■ Task instructions ■
Across the records, how many lines contain "Школа"? Answer with the number alone.

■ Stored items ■
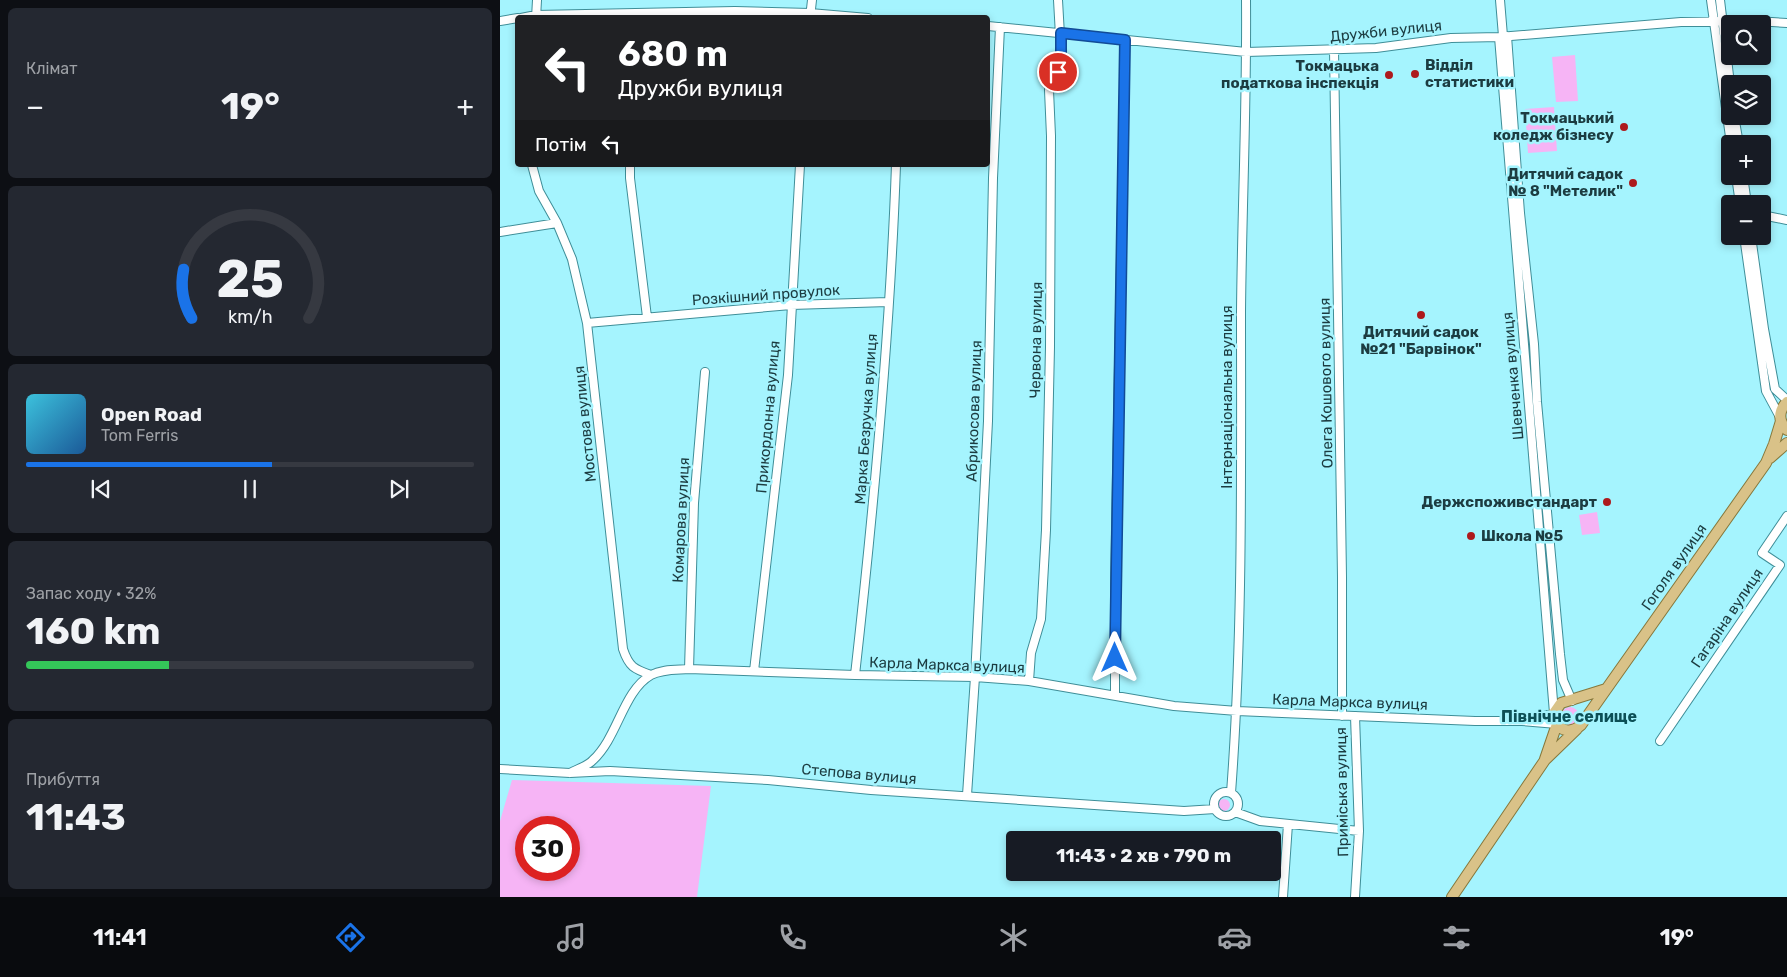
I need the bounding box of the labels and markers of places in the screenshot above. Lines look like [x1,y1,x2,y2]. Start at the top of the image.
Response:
pin [1037,51,1079,93]
place label: Відділ статистики [1425,56,1514,91]
place label: Токмацька податкова інспекція [1221,57,1379,92]
marker: Відділ статистики [1409,68,1421,80]
marker: Токмацька податкова інспекція [1383,69,1395,81]
place label: Токмацький коледж бізнесу [1493,109,1614,144]
marker: Токмацький коледж бізнесу [1618,121,1630,133]
place label: Дитячий садок № 8 "Метелик" [1507,165,1623,200]
marker: Дитячий садок № 8 "Метелик" [1627,177,1639,189]
marker: Дитячий садок №21 "Барвінок" [1415,309,1427,321]
place label: Дитячий садок №21 "Барвінок" [1360,323,1482,358]
place label: Держспоживстандарт [1421,493,1598,511]
marker: Держспоживстандарт [1601,496,1613,508]
place label: Школа №5 [1481,527,1563,545]
marker: Школа №5 [1465,530,1477,542]

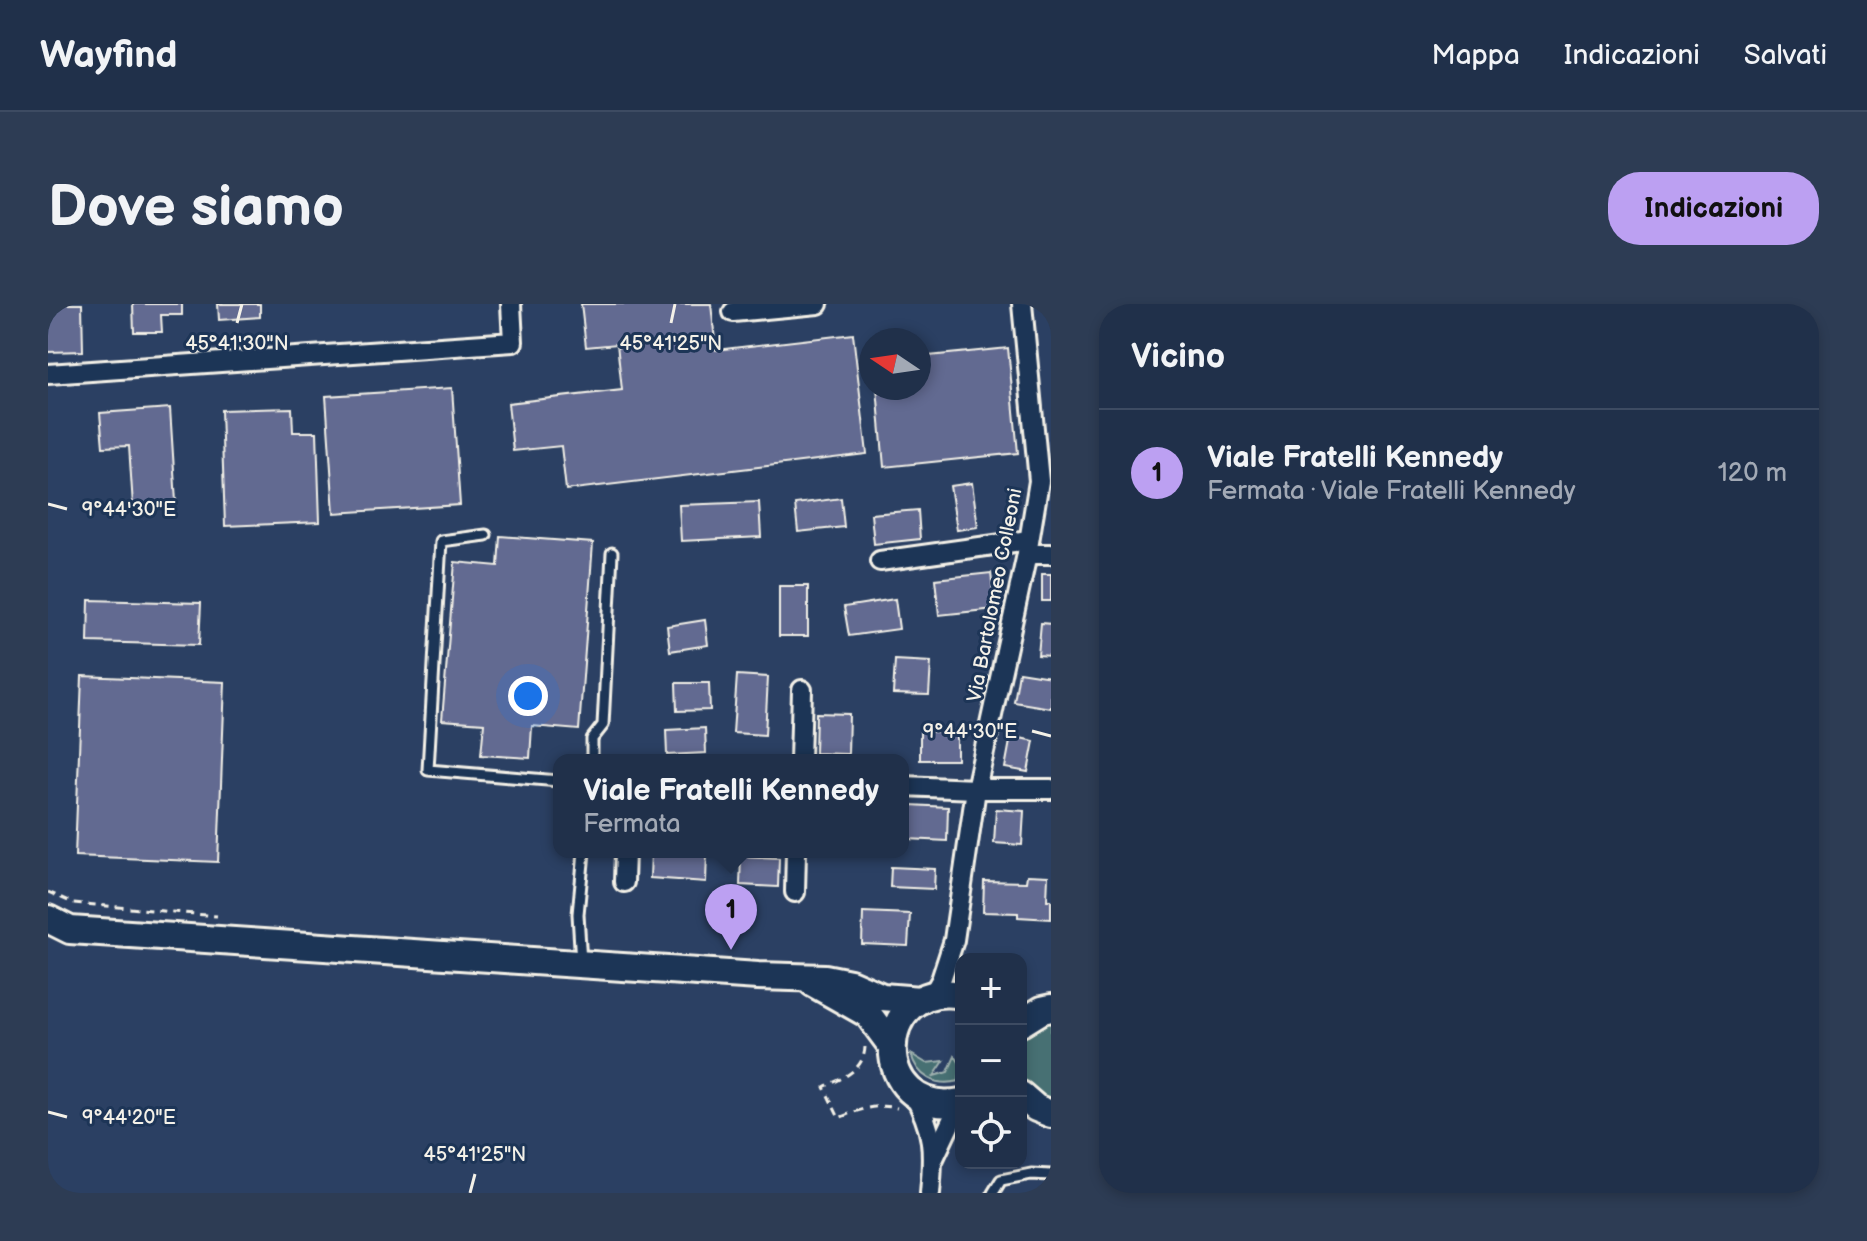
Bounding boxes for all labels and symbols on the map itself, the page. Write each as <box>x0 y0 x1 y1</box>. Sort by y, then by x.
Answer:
north arrow <box>859 328 931 400</box>
text: 45°41'30"N <box>185 332 289 356</box>
text: 45°41'25"N <box>620 332 722 356</box>
street label: Via Bartolomeo Colleoni <box>962 486 1028 704</box>
text: 9°44'30"E <box>82 498 176 522</box>
your location <box>508 676 548 716</box>
text: 9°44'30"E <box>923 720 1017 744</box>
pin: 1 <box>705 884 757 950</box>
text: 9°44'20"E <box>82 1106 176 1130</box>
text: 45°41'25"N <box>424 1143 526 1167</box>

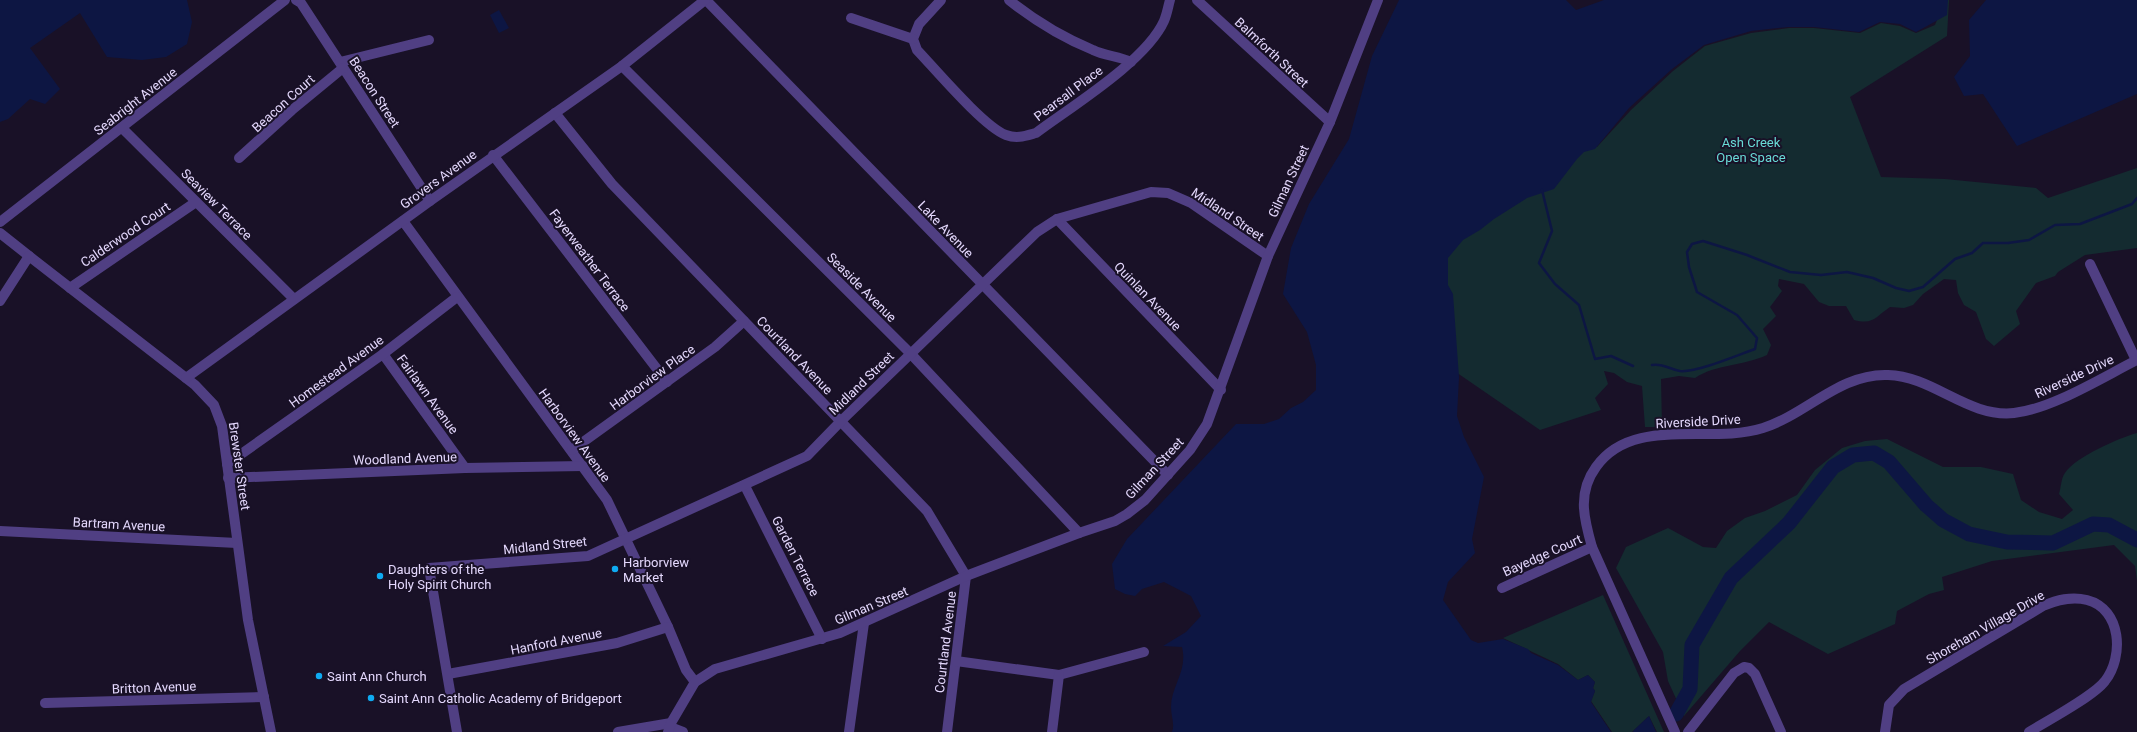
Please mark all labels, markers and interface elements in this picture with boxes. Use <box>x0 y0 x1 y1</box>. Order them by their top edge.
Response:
street label: Balmforth Street <box>1232 14 1312 90</box>
street label: Beacon Street <box>346 54 403 130</box>
street label: Pearsall Place <box>1031 63 1106 124</box>
street label: Seabright Avenue <box>91 64 180 138</box>
street label: Beacon Court <box>249 71 318 135</box>
park label: Ash Creek Open Space <box>1716 135 1786 165</box>
street label: Gilman Street <box>1265 143 1312 220</box>
street label: Grovers Avenue <box>397 147 479 212</box>
street label: Seaview Terrace <box>178 166 255 243</box>
street label: Midland Street <box>1189 185 1267 244</box>
street label: Lake Avenue <box>915 198 977 261</box>
street label: Calderwood Court <box>78 199 173 270</box>
street label: Fayerweather Terrace <box>546 206 633 314</box>
street label: Seaside Avenue <box>824 250 899 325</box>
street label: Quinlan Avenue <box>1111 259 1184 334</box>
street label: Courtland Avenue <box>754 313 836 397</box>
street label: Homestead Avenue <box>286 332 386 411</box>
street label: Harborview Place <box>607 341 698 413</box>
street label: Midland Street <box>826 349 897 418</box>
street label: Fairlawn Avenue <box>394 352 462 437</box>
street label: Riverside Drive <box>2032 352 2116 401</box>
street label: Harborview Avenue <box>536 386 614 485</box>
street label: Riverside Drive <box>1655 412 1741 431</box>
street label: Brewster Street <box>226 421 253 511</box>
street label: Gilman Street <box>1122 435 1187 502</box>
street label: Woodland Avenue <box>353 449 457 468</box>
street label: Garden Terrace <box>769 514 822 599</box>
street label: Bartram Avenue <box>72 515 166 534</box>
street label: Bayedge Court <box>1500 531 1584 580</box>
street label: Midland Street <box>502 534 588 557</box>
place label: Harborview Market <box>623 555 689 585</box>
place label: Daughters of the Holy Spirit Church <box>388 562 492 592</box>
marker: Harborview Market <box>610 564 620 574</box>
marker: Daughters of the Holy Spirit Church <box>375 571 385 581</box>
street label: Gilman Street <box>832 583 910 628</box>
street label: Shoreham Village Drive <box>1924 587 2047 667</box>
street label: Courtland Avenue <box>932 590 959 694</box>
street label: Hanford Avenue <box>509 625 603 658</box>
place label: Saint Ann Church <box>327 669 427 684</box>
marker: Saint Ann Church <box>314 671 324 681</box>
street label: Britton Avenue <box>112 679 197 696</box>
place label: Saint Ann Catholic Academy of Bridgeport <box>379 691 622 706</box>
marker: Saint Ann Catholic Academy of Bridgeport <box>366 693 376 703</box>

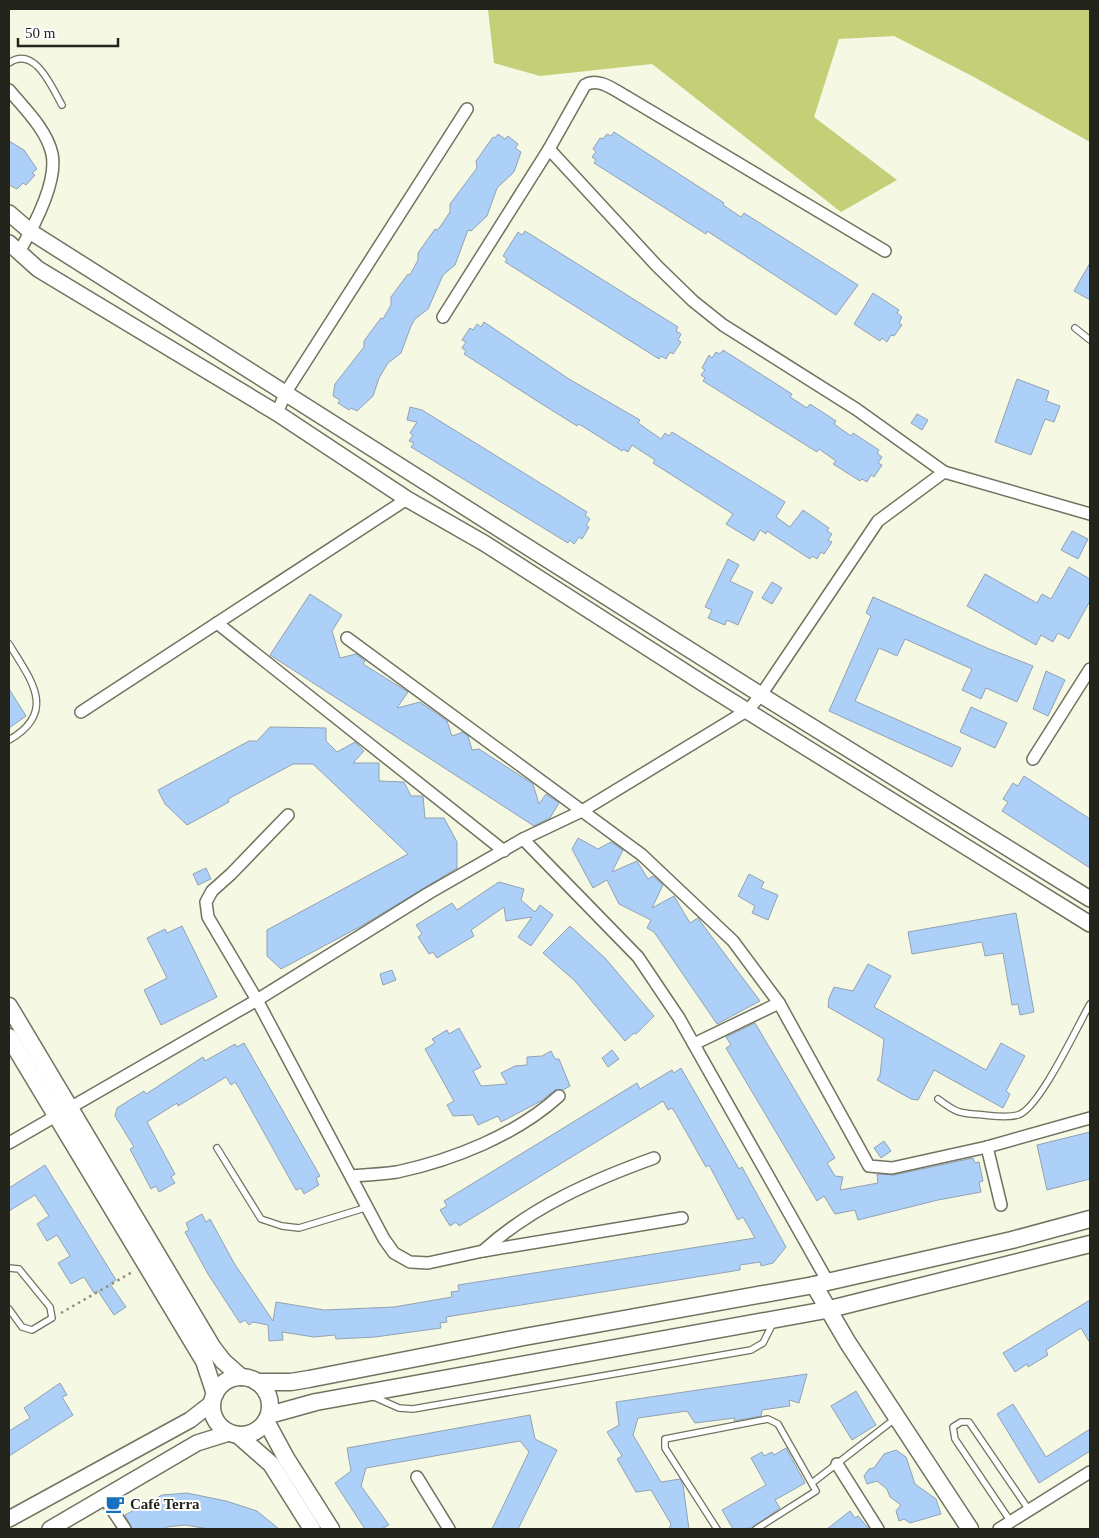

■ Response box ■
2